Film Preparation:
Set aside approximately two hours BEFORE Tuesday 9 AM each week to watch the films that will prepare you for the week’s case studies. Complete the Film Series writing assignment as described on Canvas (and also on each winter quarter case study post). Be prepared to screenshare your clip and your interpretation in relation to a winter quarter program question.
The following fall quarter week 1 films are recommended viewing for students new to Terroir/Meroir winter quarter.
- Seeds of Our Ancestors, Seeds of Life with Winona LaDuke (2012, 16 min). TEDxTC https://www.youtube.com/watch?v=pHNlel72eQc (Links to an external site.)
- A Look at The Cooking Gene with Michael Twitty, video embed titled “A Feast of African-American Culinary Contributions,” Thomas Jefferson Monticello website. (2017, 7 min) https://www.monticello.org/site/blog-and-community/look-cooking-gene-michael-twitty (Links to an external site.)

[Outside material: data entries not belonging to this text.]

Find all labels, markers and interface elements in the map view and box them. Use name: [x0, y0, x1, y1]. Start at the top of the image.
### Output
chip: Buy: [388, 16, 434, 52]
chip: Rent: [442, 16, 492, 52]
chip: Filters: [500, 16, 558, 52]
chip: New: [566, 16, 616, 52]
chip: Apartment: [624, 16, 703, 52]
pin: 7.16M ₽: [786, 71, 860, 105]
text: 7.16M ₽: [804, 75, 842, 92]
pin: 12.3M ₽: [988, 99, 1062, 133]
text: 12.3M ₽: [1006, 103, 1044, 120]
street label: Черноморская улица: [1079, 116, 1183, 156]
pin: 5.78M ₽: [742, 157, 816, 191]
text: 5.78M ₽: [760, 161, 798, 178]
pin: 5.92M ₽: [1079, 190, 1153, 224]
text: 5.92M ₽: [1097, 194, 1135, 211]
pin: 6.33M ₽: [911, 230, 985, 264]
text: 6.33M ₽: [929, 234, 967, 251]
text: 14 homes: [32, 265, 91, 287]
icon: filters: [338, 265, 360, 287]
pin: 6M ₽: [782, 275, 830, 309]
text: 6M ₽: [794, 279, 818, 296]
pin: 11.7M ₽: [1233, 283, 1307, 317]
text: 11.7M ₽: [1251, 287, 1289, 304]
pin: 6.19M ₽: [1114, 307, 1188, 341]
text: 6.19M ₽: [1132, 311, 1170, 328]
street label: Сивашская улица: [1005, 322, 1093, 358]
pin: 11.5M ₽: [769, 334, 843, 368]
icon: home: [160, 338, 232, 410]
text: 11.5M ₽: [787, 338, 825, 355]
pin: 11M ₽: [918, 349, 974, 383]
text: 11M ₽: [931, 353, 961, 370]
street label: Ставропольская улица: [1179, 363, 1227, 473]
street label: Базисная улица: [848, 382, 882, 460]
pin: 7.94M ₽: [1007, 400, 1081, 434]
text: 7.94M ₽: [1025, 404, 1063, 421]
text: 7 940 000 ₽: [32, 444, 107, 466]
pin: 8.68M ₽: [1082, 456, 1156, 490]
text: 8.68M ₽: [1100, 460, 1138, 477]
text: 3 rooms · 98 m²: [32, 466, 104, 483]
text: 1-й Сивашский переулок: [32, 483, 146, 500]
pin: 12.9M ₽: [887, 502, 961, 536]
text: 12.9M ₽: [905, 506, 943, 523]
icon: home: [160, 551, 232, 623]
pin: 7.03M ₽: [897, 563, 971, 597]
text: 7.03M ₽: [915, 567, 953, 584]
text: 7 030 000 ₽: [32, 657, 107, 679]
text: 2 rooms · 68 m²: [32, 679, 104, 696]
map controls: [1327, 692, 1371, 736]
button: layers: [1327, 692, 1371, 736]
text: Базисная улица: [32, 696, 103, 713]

- “A Matter of Taste,” episode of Food: A Delicious Science. PBS (2017, 55 min). Available on Evergreen Library’s streaming service, Films on Demand. (Go to the Library homepage, scroll down, and link through to the streaming service, “Films On Demand.”
Tasting Lab: Rapid Sensory Evaluation

Patrick Merscher, Evergreen grad and recent MS grad from UW-Madison, introduced us to the role of taste in the relationships among seed savers-plant breeders, farmers-growers-producers, cooks-chefs, and eaters-consumers. The hyphens (-) between these word choices are related to the question mark (?) in our program’s title! Note: In an ideal world students repeated the sensory evaluation calibration protocol of this lab every other week of fall quarter, which means students learned how to use WordPress to add 4 posts to their own #1 page. Students new to T/M winter quarter are required to become familiar with the following reading and rapid sensory practices.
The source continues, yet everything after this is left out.